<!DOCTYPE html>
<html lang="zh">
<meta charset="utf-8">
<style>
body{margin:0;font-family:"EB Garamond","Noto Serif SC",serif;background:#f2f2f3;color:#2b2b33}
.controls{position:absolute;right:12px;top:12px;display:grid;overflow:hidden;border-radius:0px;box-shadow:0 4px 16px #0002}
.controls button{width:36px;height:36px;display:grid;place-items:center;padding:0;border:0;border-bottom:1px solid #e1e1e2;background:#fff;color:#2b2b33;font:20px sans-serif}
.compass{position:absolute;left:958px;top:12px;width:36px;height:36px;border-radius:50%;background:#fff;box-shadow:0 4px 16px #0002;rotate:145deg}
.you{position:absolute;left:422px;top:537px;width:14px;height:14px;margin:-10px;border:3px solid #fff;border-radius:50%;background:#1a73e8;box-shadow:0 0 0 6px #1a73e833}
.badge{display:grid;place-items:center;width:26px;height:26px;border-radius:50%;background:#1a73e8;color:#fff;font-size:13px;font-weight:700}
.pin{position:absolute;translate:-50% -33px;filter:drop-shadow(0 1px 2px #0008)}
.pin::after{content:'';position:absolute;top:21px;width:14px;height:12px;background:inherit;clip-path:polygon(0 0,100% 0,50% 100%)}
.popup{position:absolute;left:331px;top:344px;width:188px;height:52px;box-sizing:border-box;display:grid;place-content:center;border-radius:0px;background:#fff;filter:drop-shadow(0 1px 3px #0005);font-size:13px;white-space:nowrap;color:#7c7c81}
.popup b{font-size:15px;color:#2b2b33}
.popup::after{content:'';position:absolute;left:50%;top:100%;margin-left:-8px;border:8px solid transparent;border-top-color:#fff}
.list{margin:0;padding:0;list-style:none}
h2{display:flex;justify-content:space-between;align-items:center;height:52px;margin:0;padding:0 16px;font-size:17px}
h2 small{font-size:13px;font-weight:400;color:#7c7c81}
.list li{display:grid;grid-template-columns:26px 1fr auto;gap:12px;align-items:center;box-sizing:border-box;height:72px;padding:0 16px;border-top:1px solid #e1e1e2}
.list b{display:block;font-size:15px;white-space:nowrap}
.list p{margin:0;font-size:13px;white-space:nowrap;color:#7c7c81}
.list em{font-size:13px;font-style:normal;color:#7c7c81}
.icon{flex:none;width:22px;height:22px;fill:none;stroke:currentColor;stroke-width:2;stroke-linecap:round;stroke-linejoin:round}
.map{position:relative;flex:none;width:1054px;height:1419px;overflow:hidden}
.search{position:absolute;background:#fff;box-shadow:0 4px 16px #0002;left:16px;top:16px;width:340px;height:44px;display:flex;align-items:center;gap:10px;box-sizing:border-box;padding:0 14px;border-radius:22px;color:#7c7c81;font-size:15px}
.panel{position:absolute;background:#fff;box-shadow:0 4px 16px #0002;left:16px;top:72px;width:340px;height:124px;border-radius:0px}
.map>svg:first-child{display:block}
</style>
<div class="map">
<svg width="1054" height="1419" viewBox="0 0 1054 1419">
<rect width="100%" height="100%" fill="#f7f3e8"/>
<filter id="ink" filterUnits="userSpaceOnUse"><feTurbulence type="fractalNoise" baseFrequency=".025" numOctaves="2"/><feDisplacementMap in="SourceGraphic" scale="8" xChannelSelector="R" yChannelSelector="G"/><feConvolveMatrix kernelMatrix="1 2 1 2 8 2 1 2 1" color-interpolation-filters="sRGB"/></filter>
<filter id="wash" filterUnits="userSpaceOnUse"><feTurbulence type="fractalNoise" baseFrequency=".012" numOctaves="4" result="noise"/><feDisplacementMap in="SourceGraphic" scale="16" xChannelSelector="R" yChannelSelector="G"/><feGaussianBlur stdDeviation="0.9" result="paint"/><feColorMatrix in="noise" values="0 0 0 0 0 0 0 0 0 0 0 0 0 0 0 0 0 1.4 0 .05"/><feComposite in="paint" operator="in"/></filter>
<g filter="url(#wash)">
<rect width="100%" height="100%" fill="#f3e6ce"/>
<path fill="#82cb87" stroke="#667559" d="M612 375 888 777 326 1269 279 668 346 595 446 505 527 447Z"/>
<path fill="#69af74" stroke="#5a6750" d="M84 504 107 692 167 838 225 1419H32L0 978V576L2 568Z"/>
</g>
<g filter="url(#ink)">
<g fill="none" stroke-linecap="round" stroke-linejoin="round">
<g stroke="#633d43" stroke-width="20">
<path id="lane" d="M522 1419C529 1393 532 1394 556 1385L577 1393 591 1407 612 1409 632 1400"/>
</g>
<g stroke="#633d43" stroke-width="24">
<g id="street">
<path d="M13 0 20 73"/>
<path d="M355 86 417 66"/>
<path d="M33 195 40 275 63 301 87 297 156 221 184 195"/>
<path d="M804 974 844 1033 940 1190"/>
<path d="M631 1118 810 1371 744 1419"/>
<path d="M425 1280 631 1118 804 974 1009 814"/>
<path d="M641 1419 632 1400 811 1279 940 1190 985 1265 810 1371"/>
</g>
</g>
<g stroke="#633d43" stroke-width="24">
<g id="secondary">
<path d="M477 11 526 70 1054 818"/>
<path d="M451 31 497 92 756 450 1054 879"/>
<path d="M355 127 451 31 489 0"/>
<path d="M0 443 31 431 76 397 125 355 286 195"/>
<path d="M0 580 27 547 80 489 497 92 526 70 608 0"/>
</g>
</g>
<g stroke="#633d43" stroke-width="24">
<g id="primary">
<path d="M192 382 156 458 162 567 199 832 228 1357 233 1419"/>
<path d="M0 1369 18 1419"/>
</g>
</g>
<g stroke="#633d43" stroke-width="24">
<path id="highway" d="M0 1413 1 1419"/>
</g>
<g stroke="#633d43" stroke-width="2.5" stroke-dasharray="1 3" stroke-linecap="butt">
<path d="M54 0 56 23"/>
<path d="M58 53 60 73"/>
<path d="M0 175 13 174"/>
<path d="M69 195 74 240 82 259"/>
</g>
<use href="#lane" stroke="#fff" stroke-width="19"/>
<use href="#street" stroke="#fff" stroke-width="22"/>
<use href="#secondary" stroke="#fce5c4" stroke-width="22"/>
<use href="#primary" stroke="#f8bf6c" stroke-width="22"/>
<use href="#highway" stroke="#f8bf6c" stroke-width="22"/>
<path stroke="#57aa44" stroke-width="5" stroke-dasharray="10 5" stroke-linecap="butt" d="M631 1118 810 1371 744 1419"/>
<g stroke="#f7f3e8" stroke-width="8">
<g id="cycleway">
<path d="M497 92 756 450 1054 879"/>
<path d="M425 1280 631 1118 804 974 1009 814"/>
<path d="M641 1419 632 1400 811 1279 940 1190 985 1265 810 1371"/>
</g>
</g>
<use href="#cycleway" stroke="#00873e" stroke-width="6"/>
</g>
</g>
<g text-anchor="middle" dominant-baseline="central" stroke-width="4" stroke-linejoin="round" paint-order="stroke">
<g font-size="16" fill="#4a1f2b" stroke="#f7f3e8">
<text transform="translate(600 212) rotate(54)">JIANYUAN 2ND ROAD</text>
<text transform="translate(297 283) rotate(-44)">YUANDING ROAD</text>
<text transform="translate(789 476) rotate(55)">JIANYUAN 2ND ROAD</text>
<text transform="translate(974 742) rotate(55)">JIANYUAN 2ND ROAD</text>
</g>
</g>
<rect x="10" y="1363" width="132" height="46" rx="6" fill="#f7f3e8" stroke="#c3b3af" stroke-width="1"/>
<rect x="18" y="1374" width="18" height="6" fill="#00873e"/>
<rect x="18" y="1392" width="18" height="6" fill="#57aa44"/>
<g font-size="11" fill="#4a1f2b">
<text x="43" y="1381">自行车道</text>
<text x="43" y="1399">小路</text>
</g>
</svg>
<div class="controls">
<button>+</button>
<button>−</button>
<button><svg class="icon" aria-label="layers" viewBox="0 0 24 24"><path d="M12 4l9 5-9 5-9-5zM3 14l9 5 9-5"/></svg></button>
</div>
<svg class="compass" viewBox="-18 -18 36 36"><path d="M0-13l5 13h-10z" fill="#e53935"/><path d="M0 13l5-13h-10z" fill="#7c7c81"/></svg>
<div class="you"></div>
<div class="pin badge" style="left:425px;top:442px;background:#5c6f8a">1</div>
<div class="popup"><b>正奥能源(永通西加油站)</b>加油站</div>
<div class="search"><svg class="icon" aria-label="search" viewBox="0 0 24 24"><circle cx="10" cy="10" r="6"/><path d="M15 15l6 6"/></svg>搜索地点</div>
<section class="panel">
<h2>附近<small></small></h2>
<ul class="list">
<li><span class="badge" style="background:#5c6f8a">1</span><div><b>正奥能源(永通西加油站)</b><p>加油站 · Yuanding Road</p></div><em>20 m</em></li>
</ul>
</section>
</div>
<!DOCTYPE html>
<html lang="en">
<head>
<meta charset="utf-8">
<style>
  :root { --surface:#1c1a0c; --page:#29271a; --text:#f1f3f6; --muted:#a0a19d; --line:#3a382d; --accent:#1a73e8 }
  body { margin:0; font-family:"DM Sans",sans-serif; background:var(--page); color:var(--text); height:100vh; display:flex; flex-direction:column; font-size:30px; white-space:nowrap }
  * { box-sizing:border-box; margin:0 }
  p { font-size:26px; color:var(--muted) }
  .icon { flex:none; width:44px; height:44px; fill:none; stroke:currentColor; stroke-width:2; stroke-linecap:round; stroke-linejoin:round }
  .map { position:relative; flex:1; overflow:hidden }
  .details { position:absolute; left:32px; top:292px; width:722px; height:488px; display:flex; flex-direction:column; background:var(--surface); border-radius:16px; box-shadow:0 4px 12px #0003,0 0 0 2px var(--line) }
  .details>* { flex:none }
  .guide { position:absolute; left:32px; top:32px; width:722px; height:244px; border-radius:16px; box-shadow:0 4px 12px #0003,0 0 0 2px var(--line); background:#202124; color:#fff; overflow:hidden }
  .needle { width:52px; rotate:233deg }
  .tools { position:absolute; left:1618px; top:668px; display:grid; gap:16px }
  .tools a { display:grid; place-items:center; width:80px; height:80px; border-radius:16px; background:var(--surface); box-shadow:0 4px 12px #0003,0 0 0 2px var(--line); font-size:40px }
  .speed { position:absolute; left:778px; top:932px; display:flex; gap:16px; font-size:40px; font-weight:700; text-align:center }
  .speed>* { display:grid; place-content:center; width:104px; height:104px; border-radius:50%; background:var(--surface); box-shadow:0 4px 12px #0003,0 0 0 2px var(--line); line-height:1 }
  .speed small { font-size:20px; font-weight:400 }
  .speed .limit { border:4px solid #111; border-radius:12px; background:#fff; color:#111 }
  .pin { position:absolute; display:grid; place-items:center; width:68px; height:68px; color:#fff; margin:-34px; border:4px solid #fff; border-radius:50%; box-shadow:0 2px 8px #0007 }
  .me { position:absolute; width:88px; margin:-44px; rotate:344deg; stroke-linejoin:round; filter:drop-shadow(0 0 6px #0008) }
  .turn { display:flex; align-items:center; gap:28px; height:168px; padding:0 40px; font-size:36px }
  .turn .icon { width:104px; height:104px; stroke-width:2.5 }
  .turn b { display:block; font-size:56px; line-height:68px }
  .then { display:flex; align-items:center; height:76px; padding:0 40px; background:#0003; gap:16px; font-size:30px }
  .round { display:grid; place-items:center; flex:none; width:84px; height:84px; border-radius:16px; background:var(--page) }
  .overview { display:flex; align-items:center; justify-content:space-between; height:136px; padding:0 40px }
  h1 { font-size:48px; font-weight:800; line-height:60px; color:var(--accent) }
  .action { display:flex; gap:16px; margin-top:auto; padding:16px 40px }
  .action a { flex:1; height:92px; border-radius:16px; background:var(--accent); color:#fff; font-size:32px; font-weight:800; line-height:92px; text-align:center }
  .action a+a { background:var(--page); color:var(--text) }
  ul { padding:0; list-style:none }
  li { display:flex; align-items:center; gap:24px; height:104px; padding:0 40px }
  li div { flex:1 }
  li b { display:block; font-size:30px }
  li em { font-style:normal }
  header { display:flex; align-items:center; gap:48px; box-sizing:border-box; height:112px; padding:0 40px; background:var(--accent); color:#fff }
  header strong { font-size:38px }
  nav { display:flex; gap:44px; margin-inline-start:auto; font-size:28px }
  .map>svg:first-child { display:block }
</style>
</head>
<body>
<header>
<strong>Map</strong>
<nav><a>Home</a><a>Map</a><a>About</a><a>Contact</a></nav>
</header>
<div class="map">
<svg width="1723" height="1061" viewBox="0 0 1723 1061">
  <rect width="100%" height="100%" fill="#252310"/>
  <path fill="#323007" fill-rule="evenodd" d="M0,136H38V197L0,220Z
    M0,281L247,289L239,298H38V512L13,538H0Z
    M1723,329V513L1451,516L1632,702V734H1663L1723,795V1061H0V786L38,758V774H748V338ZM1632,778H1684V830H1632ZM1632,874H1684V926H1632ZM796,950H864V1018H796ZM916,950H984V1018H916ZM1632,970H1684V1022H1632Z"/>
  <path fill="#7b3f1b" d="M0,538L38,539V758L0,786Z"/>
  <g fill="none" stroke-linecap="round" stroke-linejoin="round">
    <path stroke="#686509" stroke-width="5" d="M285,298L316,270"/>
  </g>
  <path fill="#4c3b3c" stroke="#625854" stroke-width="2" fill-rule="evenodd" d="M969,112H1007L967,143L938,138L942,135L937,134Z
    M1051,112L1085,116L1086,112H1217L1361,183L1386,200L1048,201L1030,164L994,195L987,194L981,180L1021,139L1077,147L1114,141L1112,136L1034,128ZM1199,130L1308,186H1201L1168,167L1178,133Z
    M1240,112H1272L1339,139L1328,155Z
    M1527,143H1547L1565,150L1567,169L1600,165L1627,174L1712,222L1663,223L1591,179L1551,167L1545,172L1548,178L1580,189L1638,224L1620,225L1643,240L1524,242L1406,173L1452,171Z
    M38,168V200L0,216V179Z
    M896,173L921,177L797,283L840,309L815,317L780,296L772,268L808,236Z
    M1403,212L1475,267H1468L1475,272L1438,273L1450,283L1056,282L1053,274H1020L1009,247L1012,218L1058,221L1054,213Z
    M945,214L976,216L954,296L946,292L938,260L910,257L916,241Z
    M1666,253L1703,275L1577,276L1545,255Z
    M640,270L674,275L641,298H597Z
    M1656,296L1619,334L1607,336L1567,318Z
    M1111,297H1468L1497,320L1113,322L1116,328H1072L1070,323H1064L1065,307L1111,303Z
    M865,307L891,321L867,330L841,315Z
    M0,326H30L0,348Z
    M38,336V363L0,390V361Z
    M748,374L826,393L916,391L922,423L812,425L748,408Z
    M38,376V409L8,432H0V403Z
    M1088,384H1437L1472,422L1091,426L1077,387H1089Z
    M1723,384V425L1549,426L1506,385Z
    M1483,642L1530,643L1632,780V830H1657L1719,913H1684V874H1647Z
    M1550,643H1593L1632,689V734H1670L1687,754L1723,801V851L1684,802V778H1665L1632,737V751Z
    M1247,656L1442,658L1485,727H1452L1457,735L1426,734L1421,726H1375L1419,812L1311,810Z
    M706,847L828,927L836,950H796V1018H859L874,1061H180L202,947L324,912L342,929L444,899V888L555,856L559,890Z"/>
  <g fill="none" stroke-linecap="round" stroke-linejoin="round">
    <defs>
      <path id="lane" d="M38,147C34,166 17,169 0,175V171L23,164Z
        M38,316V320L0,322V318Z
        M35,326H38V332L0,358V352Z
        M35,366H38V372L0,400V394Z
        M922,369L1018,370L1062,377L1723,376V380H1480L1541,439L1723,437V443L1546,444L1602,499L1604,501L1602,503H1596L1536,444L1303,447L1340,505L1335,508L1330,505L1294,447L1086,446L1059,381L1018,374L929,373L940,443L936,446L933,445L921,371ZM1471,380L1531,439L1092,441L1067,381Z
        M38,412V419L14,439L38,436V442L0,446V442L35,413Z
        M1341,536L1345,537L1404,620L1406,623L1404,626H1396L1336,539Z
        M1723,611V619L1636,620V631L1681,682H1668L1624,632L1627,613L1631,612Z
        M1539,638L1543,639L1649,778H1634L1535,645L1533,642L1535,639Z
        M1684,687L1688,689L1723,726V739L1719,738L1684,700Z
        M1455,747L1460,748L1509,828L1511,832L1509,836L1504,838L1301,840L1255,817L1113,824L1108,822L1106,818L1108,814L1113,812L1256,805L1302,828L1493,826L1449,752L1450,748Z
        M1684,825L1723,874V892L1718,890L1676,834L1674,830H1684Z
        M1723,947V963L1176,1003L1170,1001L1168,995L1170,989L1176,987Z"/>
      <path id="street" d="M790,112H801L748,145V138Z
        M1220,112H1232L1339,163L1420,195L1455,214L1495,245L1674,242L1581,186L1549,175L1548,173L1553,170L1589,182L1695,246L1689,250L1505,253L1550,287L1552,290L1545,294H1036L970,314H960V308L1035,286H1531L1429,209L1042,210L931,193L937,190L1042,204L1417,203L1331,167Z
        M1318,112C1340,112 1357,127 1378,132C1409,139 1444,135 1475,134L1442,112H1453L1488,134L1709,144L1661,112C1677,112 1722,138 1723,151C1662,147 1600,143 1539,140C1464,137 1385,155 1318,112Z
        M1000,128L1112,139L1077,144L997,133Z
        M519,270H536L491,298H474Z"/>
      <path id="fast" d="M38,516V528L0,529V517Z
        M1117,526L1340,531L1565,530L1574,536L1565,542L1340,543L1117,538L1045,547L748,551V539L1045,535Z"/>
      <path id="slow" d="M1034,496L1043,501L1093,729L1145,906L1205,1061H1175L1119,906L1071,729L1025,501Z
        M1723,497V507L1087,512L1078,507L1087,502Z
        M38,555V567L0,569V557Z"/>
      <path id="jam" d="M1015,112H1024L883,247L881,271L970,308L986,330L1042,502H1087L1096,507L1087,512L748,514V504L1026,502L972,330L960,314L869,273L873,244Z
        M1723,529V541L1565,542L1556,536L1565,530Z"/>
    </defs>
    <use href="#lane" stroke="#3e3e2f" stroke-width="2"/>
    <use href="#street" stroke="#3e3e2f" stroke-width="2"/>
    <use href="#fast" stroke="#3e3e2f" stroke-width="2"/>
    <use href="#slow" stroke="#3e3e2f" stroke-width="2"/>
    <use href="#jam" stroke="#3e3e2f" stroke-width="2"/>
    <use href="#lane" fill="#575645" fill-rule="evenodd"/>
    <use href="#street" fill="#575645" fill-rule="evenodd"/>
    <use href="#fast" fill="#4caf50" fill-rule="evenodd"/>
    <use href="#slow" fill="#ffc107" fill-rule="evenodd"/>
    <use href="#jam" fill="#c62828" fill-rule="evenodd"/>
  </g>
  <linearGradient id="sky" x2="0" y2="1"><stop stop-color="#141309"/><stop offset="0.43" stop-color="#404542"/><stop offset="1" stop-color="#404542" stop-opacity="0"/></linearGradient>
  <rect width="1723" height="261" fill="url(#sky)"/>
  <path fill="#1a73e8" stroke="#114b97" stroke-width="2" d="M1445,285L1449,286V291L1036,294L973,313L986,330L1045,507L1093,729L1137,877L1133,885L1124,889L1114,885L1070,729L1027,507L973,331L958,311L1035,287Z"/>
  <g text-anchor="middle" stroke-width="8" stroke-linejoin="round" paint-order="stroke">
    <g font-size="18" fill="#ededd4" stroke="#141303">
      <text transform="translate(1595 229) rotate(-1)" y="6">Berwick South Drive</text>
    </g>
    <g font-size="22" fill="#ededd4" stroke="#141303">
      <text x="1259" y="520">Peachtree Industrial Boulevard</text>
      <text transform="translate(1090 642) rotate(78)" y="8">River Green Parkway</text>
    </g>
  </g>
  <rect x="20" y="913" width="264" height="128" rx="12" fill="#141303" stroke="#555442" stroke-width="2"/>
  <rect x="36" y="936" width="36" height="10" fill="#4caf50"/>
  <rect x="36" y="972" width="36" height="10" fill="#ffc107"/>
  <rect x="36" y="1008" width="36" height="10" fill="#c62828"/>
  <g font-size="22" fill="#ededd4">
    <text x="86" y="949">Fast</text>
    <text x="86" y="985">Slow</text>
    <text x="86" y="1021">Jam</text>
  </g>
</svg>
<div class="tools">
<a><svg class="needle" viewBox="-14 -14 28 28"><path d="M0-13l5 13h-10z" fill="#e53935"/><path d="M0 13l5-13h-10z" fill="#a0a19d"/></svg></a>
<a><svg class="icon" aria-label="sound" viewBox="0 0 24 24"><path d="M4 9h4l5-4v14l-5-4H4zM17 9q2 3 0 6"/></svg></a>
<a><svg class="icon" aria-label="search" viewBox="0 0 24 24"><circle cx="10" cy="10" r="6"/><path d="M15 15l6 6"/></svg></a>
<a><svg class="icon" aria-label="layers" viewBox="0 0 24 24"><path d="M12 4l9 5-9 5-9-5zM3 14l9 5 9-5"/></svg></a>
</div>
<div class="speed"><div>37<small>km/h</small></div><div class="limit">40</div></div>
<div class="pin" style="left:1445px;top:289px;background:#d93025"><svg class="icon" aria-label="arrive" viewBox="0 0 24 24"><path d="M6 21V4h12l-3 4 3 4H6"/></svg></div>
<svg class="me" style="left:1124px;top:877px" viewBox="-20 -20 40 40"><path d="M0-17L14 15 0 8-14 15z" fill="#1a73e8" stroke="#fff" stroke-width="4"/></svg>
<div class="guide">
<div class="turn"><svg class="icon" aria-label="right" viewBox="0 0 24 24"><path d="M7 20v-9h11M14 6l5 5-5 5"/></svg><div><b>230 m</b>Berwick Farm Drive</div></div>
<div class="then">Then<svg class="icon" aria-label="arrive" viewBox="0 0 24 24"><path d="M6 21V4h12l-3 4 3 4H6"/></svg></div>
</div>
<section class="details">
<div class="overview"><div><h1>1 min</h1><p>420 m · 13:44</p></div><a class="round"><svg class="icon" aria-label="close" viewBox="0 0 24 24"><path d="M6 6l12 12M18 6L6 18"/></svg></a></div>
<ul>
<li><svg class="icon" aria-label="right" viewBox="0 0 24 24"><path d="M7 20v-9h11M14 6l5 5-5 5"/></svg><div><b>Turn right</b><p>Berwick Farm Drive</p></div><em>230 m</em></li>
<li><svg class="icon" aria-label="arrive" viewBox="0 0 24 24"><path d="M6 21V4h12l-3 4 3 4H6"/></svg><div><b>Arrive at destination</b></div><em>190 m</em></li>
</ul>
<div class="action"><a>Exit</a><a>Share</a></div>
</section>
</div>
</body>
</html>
....
Scan the listing above for the word "family" and show each line where it is found.

** Written response **
body{margin:0;font-family:"EB Garamond","Noto Serif SC",serif;background:#f2f2f3;color:#2b2b33}
  body { margin:0; font-family:"DM Sans",sans-serif; background:var(--page); color:var(--text); height:100vh; display:flex; flex-direction:column; font-size:30px; white-space:nowrap }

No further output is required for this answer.